I hurried over to the wall switch and turned the florescent lights quickly on and off, then excitedly I said, "In this storm there was a lot of lightning, and the people on the boat got very scared because the water started splashing up over the edges."
Debi rushed to the sink to run some water and flicked water onto the faces of the children, who ducked and laughed.
"Ohhh," I said grimly, "those people in the boat got more and more frightened, and pretty soon they grabbed up ol' Jonah and said, 'We're all going to drown! And it's all because you're not doing what God told you to do. Now, get into that water and see if th storm stops.'"

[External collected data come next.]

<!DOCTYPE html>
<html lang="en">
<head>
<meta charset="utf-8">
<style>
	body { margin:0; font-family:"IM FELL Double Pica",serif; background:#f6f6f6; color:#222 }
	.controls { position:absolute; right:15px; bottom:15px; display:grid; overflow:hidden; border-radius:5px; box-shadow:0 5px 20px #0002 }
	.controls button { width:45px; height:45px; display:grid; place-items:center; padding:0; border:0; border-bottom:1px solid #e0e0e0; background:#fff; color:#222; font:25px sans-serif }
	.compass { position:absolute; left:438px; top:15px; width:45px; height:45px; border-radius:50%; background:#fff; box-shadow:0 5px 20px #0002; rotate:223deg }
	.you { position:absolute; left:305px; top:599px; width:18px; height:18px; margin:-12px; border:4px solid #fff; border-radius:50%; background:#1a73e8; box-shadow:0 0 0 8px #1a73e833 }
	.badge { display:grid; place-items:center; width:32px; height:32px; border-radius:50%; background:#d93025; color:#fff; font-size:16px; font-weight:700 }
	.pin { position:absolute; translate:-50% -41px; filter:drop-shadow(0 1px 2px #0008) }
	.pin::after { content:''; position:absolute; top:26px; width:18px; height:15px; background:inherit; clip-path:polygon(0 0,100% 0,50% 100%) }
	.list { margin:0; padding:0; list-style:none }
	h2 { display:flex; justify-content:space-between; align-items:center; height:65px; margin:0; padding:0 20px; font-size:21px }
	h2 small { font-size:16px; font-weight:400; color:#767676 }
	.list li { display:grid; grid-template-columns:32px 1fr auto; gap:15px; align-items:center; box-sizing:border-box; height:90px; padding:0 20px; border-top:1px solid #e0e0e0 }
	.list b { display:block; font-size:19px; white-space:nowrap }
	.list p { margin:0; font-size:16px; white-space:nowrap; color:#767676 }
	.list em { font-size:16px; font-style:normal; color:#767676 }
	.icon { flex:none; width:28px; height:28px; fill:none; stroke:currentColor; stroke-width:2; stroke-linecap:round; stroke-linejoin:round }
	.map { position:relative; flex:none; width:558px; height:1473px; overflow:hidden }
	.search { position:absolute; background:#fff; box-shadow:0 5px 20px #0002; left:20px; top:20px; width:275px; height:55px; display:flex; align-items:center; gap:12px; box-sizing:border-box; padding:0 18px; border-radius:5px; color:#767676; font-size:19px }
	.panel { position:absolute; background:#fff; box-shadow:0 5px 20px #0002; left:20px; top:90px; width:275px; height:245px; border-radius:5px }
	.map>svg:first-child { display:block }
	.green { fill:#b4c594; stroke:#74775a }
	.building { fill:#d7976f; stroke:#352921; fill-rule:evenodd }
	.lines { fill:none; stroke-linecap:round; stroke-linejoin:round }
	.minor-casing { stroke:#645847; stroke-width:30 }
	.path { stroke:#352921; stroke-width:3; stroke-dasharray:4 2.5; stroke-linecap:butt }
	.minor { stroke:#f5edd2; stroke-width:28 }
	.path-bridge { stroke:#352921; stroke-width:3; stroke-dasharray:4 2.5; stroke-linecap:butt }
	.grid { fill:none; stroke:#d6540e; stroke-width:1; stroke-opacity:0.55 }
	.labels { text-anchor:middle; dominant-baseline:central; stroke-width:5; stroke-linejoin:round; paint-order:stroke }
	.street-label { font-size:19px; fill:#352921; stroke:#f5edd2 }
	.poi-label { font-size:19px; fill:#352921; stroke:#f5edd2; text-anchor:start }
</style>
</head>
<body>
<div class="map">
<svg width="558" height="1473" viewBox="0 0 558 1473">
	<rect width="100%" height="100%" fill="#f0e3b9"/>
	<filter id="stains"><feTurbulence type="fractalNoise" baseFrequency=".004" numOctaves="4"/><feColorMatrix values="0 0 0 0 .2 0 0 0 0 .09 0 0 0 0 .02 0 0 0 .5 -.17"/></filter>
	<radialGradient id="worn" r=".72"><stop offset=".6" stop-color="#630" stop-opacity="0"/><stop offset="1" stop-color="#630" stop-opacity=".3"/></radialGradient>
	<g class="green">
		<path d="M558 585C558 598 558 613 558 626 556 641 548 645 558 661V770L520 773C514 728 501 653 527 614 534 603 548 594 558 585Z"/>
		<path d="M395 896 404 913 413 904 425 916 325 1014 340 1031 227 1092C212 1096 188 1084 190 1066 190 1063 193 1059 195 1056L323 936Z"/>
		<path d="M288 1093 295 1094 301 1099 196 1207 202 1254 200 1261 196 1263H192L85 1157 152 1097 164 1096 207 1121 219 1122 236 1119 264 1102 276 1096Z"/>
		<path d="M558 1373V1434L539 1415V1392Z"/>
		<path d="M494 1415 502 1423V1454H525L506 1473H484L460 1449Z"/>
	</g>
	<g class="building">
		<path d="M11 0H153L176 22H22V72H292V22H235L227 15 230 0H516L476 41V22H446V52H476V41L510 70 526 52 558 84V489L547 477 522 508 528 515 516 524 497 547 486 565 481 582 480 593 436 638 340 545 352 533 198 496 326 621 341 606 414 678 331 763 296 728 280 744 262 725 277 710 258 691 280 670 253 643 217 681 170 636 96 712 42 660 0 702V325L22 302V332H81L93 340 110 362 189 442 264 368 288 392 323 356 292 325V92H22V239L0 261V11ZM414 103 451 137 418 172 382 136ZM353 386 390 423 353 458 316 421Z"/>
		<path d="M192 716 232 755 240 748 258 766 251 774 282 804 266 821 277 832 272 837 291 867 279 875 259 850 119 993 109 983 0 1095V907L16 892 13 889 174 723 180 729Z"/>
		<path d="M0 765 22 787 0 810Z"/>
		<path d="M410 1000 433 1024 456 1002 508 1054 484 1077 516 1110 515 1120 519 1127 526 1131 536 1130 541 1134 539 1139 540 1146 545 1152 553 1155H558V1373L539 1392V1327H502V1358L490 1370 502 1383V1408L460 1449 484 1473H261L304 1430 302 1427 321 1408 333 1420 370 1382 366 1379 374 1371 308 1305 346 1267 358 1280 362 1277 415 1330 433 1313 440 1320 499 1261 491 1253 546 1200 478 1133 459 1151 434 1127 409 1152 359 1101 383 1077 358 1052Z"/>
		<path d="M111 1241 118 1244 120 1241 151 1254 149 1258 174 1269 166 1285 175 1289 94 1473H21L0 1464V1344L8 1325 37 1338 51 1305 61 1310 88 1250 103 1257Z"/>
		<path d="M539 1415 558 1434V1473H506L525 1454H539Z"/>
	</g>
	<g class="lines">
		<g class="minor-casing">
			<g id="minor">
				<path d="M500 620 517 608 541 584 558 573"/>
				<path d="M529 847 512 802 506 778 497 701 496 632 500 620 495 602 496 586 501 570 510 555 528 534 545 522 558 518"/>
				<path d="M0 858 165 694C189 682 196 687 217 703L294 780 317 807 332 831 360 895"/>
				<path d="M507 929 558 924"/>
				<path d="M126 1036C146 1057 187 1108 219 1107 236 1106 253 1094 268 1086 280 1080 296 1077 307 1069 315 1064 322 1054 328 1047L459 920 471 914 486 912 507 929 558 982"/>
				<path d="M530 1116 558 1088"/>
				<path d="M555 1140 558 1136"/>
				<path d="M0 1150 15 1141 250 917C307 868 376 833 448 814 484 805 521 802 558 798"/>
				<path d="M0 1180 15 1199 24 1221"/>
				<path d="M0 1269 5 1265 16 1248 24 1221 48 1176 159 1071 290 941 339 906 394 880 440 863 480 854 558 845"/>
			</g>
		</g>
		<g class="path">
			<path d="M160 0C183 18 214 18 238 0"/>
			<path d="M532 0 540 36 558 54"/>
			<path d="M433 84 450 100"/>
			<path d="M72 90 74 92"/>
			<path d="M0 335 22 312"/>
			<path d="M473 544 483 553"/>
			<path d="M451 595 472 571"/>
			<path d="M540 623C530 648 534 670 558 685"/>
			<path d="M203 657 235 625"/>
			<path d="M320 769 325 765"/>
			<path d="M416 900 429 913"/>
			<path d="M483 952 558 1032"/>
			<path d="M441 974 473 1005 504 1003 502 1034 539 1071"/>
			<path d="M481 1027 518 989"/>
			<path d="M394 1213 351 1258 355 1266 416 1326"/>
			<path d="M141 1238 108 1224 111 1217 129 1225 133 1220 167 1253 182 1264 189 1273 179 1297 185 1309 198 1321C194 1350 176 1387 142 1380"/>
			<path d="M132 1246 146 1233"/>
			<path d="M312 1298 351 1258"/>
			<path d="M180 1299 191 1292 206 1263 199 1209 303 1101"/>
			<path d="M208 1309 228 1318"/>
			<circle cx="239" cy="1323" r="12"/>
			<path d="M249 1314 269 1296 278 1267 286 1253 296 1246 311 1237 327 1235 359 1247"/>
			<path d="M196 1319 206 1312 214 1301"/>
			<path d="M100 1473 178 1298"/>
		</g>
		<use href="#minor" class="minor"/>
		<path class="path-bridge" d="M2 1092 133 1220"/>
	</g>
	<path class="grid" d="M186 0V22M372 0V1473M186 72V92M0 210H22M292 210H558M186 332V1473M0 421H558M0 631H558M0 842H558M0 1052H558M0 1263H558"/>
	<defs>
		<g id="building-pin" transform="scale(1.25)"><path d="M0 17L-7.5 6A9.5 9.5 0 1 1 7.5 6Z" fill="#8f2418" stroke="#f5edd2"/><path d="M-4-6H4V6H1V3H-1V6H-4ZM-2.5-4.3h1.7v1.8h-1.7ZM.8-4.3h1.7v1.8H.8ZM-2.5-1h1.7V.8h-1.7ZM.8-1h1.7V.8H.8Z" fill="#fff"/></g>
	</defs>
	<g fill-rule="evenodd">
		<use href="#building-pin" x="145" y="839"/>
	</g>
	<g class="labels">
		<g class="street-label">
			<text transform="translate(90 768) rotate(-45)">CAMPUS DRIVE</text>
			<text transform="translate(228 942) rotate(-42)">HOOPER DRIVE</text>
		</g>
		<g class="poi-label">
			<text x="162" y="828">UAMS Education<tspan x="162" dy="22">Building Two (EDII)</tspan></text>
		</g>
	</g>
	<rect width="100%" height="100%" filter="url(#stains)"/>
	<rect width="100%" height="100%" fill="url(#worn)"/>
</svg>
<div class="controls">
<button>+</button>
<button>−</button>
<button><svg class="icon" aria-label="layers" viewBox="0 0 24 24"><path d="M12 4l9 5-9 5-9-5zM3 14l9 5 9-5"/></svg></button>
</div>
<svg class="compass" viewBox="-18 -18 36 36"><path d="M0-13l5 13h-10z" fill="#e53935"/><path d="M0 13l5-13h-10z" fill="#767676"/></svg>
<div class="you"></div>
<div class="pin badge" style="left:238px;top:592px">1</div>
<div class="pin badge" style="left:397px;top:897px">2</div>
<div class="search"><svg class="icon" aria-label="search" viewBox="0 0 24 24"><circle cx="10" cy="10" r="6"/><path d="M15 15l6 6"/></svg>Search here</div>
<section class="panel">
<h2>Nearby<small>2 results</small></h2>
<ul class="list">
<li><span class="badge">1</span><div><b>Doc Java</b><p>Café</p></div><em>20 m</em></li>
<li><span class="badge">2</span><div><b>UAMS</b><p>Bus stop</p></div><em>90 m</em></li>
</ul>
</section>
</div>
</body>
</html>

I placed my hands under Josh's arms and lifted him high into the air. Then I twirled him around the room, and as I did, I looked deeply into his expression. It was a happy, laughing, loving face, and it made me consider all the horrible things I had heard about him. He was just a child. One who had been abandoned by his father and neglected by his mother. I spun him in a circle, once, twice, then three times until finally I placed him softly near a second table, which was covered with a cloth.

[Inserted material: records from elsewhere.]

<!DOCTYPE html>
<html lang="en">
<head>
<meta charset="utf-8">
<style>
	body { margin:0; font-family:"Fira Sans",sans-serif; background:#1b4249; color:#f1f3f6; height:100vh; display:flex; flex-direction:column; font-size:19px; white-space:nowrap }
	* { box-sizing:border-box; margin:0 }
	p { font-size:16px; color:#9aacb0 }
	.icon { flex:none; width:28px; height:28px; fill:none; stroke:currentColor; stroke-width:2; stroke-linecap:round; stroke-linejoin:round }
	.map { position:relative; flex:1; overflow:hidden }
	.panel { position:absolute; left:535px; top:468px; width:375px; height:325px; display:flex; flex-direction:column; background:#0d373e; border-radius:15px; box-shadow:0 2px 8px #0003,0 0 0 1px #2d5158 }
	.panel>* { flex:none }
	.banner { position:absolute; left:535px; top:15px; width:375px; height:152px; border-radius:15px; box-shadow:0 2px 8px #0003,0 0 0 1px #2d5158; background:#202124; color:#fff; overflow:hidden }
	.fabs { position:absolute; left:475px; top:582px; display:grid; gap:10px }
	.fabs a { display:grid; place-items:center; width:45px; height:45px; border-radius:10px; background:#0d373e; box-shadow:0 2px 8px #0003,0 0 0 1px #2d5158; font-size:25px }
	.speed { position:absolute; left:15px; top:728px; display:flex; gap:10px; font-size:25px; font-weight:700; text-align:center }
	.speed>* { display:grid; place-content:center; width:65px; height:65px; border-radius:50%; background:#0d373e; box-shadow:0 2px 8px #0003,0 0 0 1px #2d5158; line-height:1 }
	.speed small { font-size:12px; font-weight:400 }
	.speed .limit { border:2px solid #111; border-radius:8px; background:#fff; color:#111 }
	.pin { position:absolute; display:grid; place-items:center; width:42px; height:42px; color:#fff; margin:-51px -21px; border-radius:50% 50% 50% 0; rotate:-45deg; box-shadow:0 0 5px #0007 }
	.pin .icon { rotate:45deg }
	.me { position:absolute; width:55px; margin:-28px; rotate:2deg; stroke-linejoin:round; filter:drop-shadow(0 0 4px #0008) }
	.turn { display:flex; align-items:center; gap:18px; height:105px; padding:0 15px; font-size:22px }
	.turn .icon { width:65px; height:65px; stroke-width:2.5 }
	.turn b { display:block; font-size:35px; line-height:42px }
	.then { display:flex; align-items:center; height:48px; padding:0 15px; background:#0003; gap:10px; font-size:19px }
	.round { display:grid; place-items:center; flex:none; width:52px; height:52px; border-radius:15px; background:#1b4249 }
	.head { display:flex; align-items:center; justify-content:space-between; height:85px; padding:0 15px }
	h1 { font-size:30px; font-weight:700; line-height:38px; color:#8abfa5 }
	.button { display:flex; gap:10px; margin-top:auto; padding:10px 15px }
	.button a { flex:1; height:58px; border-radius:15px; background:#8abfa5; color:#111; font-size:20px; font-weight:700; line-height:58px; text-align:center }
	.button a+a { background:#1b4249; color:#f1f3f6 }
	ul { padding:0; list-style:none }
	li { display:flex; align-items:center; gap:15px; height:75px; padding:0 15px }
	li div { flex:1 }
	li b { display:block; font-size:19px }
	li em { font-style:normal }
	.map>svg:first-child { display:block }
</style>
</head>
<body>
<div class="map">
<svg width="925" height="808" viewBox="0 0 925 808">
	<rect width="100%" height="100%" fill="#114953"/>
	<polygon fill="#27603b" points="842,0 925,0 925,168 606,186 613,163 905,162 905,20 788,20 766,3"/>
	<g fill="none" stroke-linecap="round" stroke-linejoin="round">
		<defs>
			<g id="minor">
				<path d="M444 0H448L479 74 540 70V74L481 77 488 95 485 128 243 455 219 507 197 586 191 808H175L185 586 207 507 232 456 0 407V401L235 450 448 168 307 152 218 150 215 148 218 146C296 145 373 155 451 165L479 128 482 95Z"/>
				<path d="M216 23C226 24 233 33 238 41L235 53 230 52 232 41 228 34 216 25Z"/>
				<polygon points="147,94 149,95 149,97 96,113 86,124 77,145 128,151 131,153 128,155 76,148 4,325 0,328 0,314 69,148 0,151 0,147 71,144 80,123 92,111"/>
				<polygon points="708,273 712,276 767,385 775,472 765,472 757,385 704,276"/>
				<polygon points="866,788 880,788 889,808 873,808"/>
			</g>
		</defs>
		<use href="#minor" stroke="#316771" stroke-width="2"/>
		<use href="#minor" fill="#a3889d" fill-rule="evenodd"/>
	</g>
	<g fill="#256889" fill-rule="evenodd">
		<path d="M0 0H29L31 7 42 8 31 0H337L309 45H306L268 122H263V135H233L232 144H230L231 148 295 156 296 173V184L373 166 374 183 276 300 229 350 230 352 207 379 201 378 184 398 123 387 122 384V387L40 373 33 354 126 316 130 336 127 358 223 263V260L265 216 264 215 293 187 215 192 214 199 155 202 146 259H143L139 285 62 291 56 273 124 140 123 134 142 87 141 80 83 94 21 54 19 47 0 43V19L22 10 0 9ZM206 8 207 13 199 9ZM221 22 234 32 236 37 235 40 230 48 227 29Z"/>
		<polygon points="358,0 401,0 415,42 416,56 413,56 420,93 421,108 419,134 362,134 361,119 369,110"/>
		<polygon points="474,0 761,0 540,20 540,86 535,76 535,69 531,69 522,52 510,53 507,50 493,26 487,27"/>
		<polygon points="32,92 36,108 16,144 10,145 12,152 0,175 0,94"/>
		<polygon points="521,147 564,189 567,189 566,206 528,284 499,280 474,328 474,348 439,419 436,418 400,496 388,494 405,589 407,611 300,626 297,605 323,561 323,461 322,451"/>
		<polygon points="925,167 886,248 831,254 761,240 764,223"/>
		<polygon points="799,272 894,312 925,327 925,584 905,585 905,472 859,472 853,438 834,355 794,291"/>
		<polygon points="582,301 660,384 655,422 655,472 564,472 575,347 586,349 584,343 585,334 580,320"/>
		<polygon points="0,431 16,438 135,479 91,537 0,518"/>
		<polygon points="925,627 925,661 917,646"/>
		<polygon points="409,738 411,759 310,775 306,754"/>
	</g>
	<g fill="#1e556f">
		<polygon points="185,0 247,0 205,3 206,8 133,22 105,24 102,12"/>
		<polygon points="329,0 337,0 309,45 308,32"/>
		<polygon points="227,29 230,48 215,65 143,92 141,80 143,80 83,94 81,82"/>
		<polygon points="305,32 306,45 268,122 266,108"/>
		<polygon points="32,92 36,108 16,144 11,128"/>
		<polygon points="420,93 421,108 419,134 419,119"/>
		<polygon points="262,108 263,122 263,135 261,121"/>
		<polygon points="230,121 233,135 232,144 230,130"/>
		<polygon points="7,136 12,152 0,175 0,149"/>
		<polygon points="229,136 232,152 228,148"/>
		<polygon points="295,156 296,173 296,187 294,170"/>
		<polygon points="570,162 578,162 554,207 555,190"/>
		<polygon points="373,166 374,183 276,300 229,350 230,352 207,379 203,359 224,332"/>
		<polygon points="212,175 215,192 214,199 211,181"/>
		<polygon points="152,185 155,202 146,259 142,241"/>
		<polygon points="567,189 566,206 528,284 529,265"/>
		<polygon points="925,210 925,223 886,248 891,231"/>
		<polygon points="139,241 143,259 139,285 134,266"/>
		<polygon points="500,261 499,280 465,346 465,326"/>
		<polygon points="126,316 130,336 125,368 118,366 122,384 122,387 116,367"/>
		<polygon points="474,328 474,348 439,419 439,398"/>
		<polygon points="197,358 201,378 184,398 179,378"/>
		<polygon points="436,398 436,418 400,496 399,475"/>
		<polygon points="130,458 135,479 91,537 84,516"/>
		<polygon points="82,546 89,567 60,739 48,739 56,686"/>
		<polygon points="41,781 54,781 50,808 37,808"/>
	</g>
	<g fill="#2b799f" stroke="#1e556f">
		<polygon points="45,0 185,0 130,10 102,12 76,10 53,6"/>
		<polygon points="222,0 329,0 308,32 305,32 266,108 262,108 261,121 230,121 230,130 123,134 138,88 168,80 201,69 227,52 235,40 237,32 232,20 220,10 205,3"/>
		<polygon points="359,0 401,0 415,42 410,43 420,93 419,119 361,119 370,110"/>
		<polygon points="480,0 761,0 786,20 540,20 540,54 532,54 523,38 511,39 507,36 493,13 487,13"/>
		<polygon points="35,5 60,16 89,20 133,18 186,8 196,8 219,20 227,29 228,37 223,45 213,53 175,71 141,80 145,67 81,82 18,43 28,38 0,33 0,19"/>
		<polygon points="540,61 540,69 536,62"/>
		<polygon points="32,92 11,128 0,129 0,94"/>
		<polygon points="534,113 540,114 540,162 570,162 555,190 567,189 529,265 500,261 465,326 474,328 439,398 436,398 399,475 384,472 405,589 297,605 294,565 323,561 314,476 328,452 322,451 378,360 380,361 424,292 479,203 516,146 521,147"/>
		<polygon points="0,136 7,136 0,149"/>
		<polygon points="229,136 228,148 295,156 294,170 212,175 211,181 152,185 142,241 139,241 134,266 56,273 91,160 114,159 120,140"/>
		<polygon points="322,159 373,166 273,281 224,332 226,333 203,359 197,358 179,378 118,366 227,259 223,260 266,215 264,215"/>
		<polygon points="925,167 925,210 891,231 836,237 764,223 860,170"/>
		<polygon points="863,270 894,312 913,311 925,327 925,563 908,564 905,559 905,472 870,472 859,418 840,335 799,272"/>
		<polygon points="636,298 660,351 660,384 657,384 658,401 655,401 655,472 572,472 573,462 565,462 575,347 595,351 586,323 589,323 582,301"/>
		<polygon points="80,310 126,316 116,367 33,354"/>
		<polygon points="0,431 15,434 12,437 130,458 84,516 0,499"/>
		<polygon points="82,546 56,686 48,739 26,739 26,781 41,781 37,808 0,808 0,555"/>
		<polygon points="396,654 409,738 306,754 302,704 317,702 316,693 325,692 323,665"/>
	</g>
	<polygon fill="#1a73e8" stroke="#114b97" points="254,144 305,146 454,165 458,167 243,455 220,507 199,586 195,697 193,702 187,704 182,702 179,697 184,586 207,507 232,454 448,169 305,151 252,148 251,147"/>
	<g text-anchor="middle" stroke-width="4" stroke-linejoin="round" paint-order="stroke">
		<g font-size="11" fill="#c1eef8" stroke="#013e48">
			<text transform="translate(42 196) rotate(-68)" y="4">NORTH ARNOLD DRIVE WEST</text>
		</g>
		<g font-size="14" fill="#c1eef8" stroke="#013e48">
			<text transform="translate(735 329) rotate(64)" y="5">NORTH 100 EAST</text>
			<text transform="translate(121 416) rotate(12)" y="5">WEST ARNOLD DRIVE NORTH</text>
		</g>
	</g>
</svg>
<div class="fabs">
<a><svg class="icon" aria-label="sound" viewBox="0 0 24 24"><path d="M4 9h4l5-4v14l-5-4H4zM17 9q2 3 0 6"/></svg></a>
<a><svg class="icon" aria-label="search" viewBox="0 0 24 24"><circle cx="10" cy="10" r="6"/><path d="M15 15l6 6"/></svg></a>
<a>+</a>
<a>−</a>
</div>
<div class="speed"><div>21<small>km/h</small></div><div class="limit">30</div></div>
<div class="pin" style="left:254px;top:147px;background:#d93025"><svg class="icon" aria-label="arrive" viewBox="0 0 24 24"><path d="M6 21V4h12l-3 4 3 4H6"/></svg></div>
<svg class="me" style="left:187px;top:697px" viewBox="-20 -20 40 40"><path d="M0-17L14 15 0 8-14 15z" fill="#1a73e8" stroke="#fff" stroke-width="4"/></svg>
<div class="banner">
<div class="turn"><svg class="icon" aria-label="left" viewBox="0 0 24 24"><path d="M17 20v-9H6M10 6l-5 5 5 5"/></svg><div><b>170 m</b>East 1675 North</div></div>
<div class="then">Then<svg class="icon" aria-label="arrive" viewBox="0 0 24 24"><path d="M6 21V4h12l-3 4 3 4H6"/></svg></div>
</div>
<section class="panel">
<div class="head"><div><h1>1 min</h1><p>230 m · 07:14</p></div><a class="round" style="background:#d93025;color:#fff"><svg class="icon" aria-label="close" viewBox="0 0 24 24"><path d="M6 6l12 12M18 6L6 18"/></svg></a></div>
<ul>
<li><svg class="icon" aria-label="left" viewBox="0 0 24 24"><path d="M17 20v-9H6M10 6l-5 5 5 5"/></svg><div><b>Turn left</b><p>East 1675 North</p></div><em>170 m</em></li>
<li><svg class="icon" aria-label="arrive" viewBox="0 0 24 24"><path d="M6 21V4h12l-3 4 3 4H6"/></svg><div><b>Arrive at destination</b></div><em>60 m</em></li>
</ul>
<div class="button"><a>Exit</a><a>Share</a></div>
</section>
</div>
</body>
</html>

"When Jonah left the boat, the storm finally stopped," I told them. "But God didn't want Jonah to drown, so he caused a big fish to swim up and swallow him!"
I raised a portion of the tablecloth and put it over Josh's head and he quickly scooted farther beneath the table—into the belly of the fish. I then peeked under the cloth and into Josh's laughing face. He shrugged happily, sighed, then whispered in a tiny voice—"I love you, Mr. Huge."
Suddenly, it became clear to me why God had put me here. Josh needed someone to understand him, someone who could throw a football to him, and who could lift him high into the air. He needed a buddy. His mother had probably tried, and perhaps his grandmother too, and the little ladies from his Sunday-school class as well. But today I finally understood—Josh needed something more. He needed me.
Josh and I looked to one another in our newfound friendship. Then, backing away from beneath the table, I turned to the other children, who seemed to wait excitedly for the conclusion of the story. But in my own heart, the important lesson was clear. It's not up to us to choose what tasks we undertake for God; rather, we must learn to trust him. And like Jonah before us, we must learn never to question what we're told.
I turned to the others in an attempt to put closure to the lesson, as I asked, "Boys and girls, do you know what happened next?"
Yet before anyone could answer, to my surprised dismay, Josh leapt from beneath the tablecloth, and with arms raised in triumph he shouted, "The whale barfed me back!"
I sighed. Nobody said teaching was going to be easy.